Theatre should not be a boring event that rich, educated people go to to prove that they are socially aware. It should not be a thing you do when you go to New York, or when you want to impress your wife. Theatre should not require study before you go and see it, nor a knowledge of Elizabethean English to enjoy. And please, let it be fun, even if its a tragedy.
I recently went to a show, (which shall remain unnamed.) The reviews were good, lauding it as sincere and funny, and full of humanity, moreso than previous productions of the same play. Alas, what the paper saw as brilliant and sincere, I saw as dry and boring and overwrought. I fell asleep. So did my friends mom.
Theatre, spelled with a capital T, needs some changes. If an audience is no longer coming to Shakespeare, the theater will do a musical. But what if they changed the way they did Shakespeare? (I love musicals, by the way).

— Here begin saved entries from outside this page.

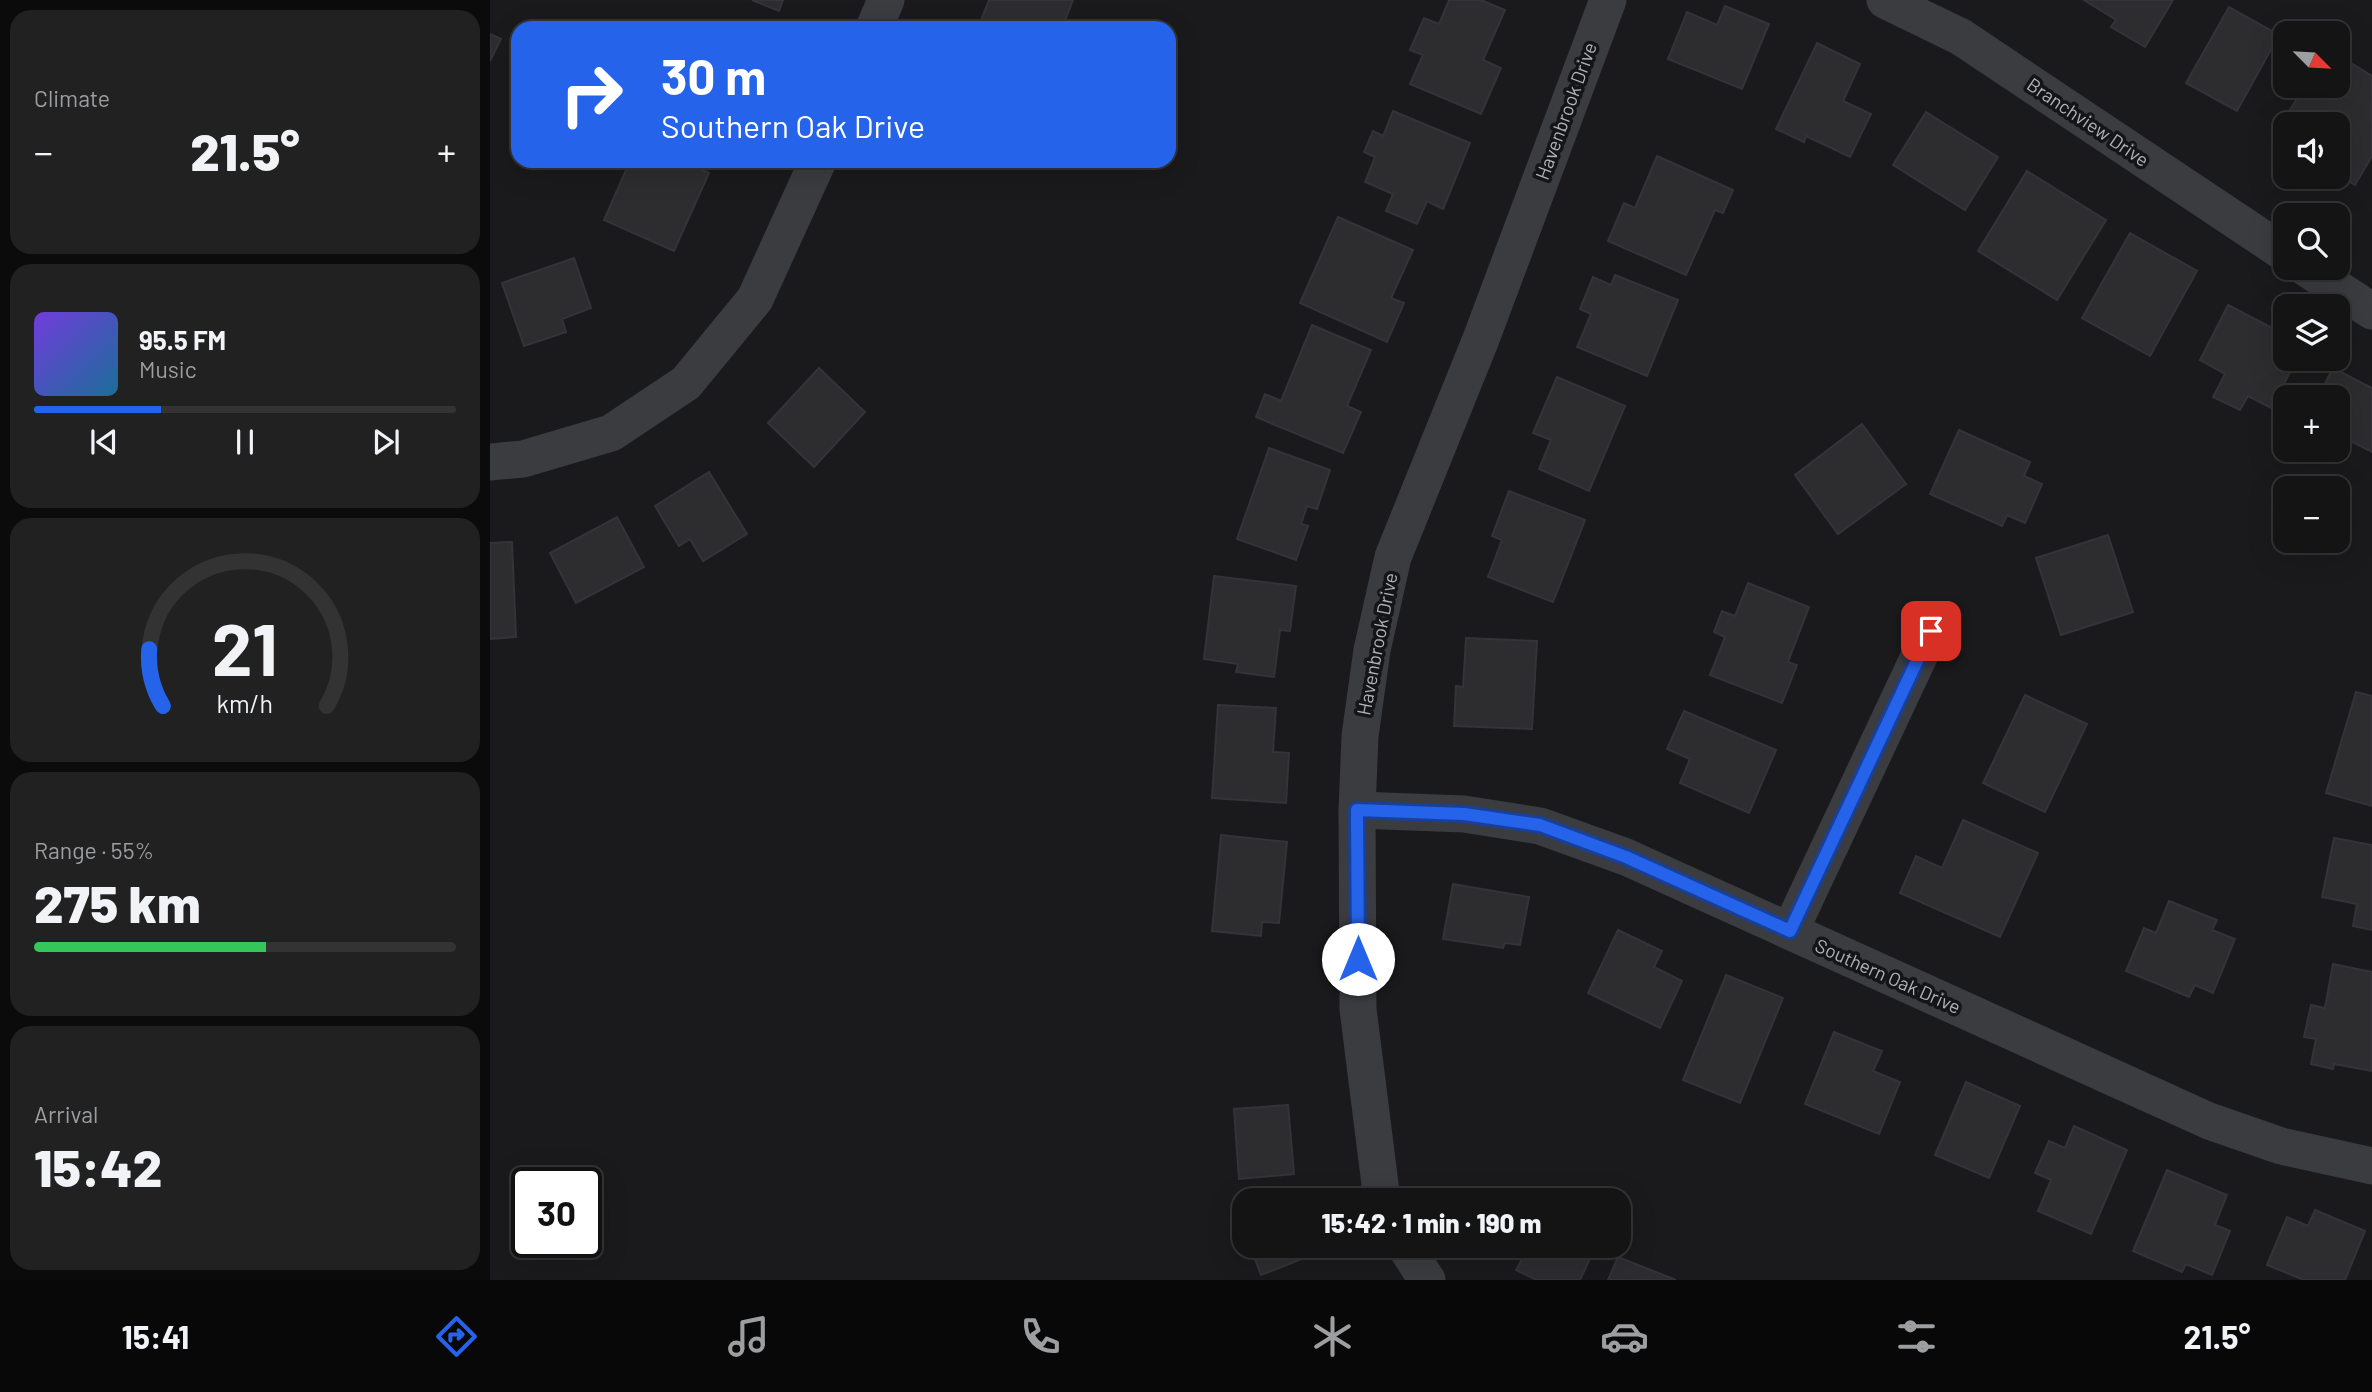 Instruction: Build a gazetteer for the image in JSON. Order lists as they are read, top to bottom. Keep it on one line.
{"streets":{"street":["Havenbrook Drive","Branchview Drive","Southern Oak Drive"]},"crossings":[["Havenbrook Drive","Southern Oak Drive"]],"north":"bottom right","page":{"tile":["Climate",["Range · 55%","275 km"],["Arrival","15:42"]],"map_buttons":["+","−"],"turn":["30 m","Southern Oak Drive"],"heat":["−","21.5°","+"],"song":["95.5 FM","Music"],"limit":"30","trip":"15:42 · 1 min · 190 m","tabs":["15:41","21.5°"],"gauge":["21","km/h"]}} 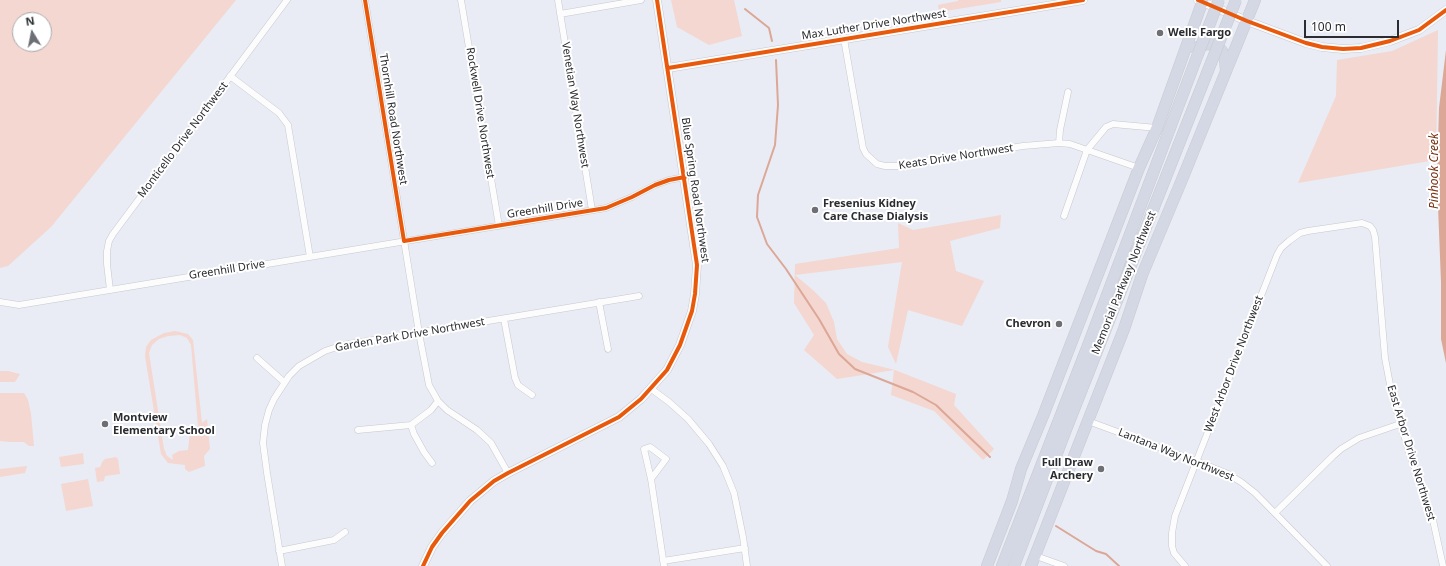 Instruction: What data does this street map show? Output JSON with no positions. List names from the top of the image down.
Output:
{
  "streets": {
    "highway": ["Memorial Parkway Northwest"],
    "street": [
      "Max Luther Drive Northwest",
      "Venetian Way Northwest",
      "Rockwell Drive Northwest",
      "Thornhill Road Northwest",
      "Monticello Drive Northwest",
      "Keats Drive Northwest",
      "Blue Spring Road Northwest",
      "Greenhill Drive",
      "Garden Park Drive Northwest",
      "West Arbor Drive Northwest",
      "East Arbor Drive Northwest",
      "Lantana Way Northwest"
    ]
  },
  "crossings": [
    ["Max Luther Drive Northwest", "Keats Drive Northwest"],
    ["Max Luther Drive Northwest", "Blue Spring Road Northwest"],
    ["Venetian Way Northwest", "Greenhill Drive"],
    ["Rockwell Drive Northwest", "Greenhill Drive"],
    ["Thornhill Road Northwest", "Blue Spring Road Northwest"],
    ["Thornhill Road Northwest", "Greenhill Drive"],
    ["Thornhill Road Northwest", "Garden Park Drive Northwest"],
    ["Monticello Drive Northwest", "Greenhill Drive"],
    ["Blue Spring Road Northwest", "Greenhill Drive"],
    ["West Arbor Drive Northwest", "East Arbor Drive Northwest"],
    ["West Arbor Drive Northwest", "Lantana Way Northwest"]
  ],
  "water": ["Pinhook Creek"],
  "places": [
    "Wells Fargo",
    "Fresenius Kidney Care Chase Dialysis",
    "Chevron",
    "Montview Elementary School",
    "Full Draw Archery"
  ],
  "scale_bar": "100 m",
  "north": "top"
} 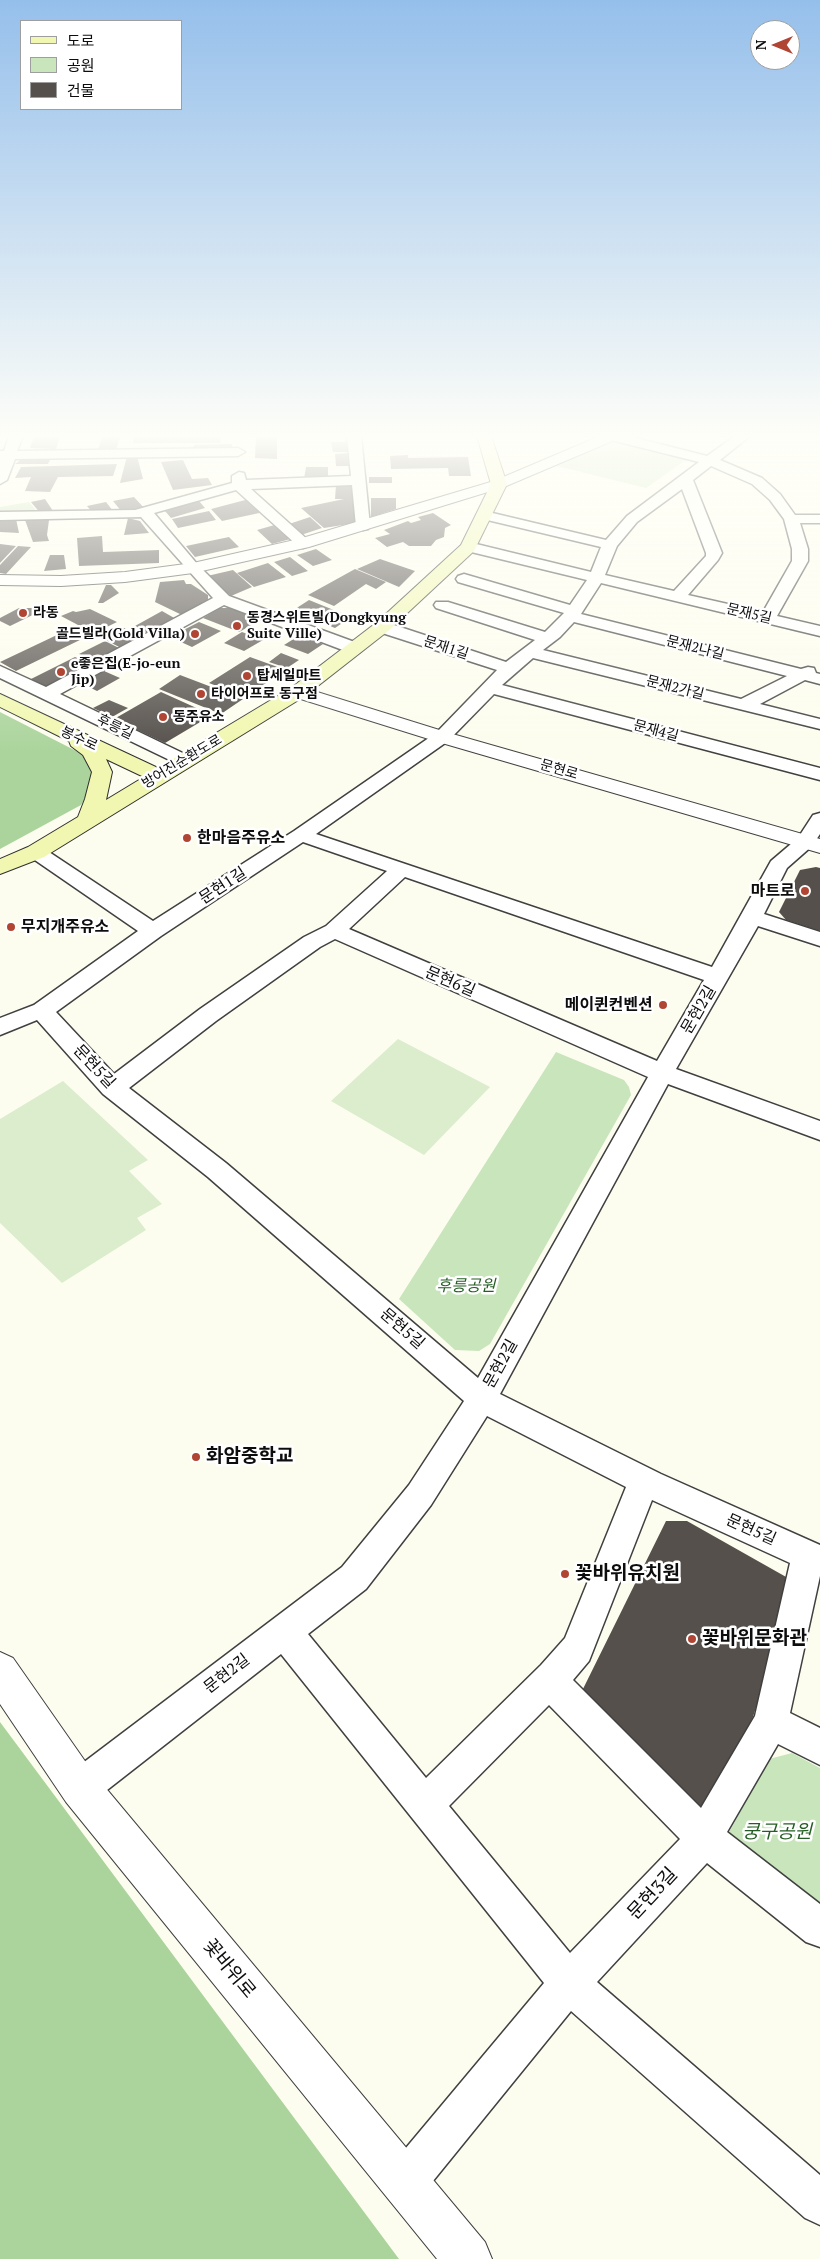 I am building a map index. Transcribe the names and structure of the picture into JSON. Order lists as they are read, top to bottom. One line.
{"streets":{"main road":["봉수로","방어진순환도로"],"street":["문재5길","문재1길","문재2나길","문재2가길","후릉길","문재4길","문현로","문현1길","문현6길","문현2길","문현5길","문현3길","꽃바위로"]},"crossings":[["문재5길","방어진순환도로"],["문재1길","방어진순환도로"],["후릉길","방어진순환도로"],["봉수로","방어진순환도로"],["방어진순환도로","문현로"],["문현로","문현1길"],["문현로","문현2길"],["문현1길","문현5길"],["문현6길","문현2길"],["문현2길","문현5길"],["문현2길","꽃바위로"],["문현5길","문현3길"],["문현3길","꽃바위로"]],"parks":["후릉공원","쿵구공원"],"places":["라동","동경스위트빌(Dongkyung Suite Ville)","골드빌라(Gold Villa)","e좋은집(E-jo-eun Jip)","탑세일마트","타이어프로 동구점","동주유소","한마음주유소","마트로","무지개주유소","메이퀸컨벤션","화암중학교","꽃바위유치원","꽃바위문화관"],"legend":["도로","공원","건물"],"north":"left"}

Theatre is not precious, which is one of the great things about it. It is raw, people in front of people. It is ever-changing. It is not a film, presented in full form for an audience that will like it or not, it is a living thing, capable of a conversation, taking cues from the other, changing, evolving during the conversation.
It is that danger, the danger of a living, breathing, alive thing conversing with a living, breathing audience that truly seperates theater from other forms of art.
Theatre should be like a courtship, where the young man and woman are feeling each other out, listening for clues, stumbling, impressing, flirting, laughing together. But too often it is like a suitor from the past, ignoring the woman before him, content to read his prepared statement as to why this young lady should love him. If that doesn't work with love, what makes us think it will work with theater?
Theatre's great difference from other art forms is that it is alive. If we are not willing to fully embrace what that means, all of it, then theatre will continue to struggle.